La primera comprobación debería hacerse sobre la dirección concreta, no sobre la imagen general del municipio. El Ministerio para la Transformación Digital dispone de mapas de cobertura de banda ancha con información por comunidad autónoma, provincia y municipio. Aun así, antes de cerrar una operación conviene comprobar con los operadores qué conexión puede contratarse realmente en la vivienda elegida.

Con el colegio ocurre algo parecido. El Ministerio de Educación mantiene el Registro Estatal de Centros Docentes no Universitarios, que permite consultar centros por comunidad, provincia y localidad. Para una familia con hijos también importa comprobar la enseñanza disponible, la distancia, el transporte escolar y las condiciones que establezca la comunidad autónoma correspondiente.

Y que un municipio tenga tren o autobús no basta por sí solo. Hay que mirar frecuencias, horarios, enlaces y si permiten mantener los desplazamientos habituales sin disparar el uso del coche. El Punto de Acceso Nacional de Transporte reúne información de redes y servicios de transporte, aunque la comprobación final debe hacerse con el operador correspondiente.

El presupuesto previo también debería reservar margen para los gastos que aparecen después de la mudanza. Si es necesario guardar un colchón para reformas, traslado o imprevistos, puede resultar útil mantenerlo separado del dinero cotidiano; Finantres dispone de una guía sobre cuentas de ahorro.

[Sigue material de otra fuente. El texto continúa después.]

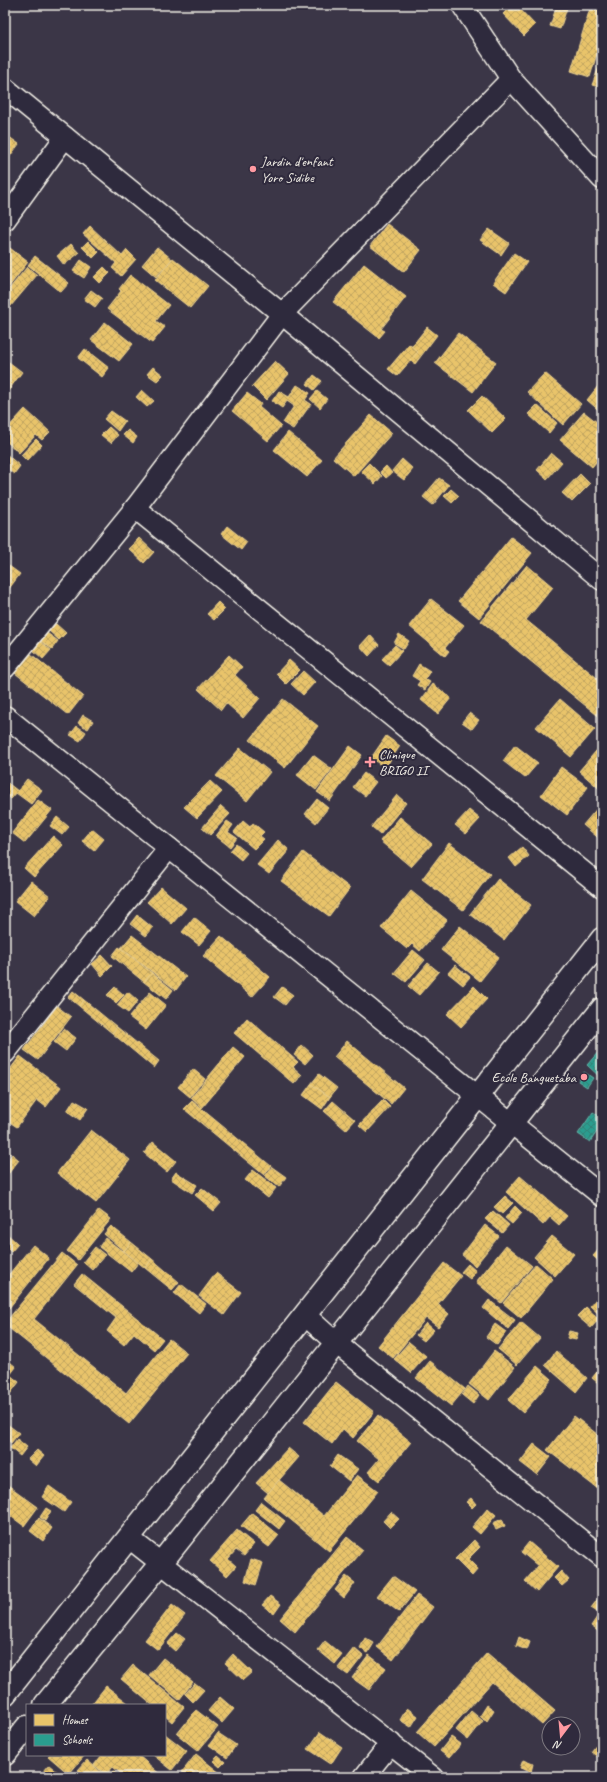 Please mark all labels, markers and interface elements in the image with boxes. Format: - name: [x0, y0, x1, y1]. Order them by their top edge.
- place label: Jardin d'enfant Yoro Sidibe: [260, 153, 334, 186]
- marker: Jardin d'enfant Yoro Sidibe: [248, 164, 258, 174]
- place label: Clinique BRIGO II: [379, 746, 431, 779]
- marker: Clinique BRIGO II: [364, 756, 376, 768]
- place label: Ecole Banguetaba: [492, 1069, 577, 1086]
- marker: Ecole Banguetaba: [579, 1072, 589, 1082]
- legend: [26, 1704, 166, 1756]
- text: Homes: [62, 1712, 89, 1728]
- north arrow: [541, 1716, 581, 1756]
- text: Schools: [62, 1732, 94, 1748]
- text: N: [551, 1737, 563, 1753]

Y si buena parte de las gestiones tendrán que hacerse a distancia, también puede revisarse qué ofrecen las cuentas online antes de depender de una oficina física.

La clave, por tanto, no está en encontrar simplemente una casa barata en un pueblo. Hay que comprobar cuánto costará realmente vivir allí todos los meses. Colegio, sanidad, transporte, internet y empleo pueden terminar pesando tanto como el alquiler o la cuota de la vivienda cuando el cambio pasa del deseo al presupuesto familiar.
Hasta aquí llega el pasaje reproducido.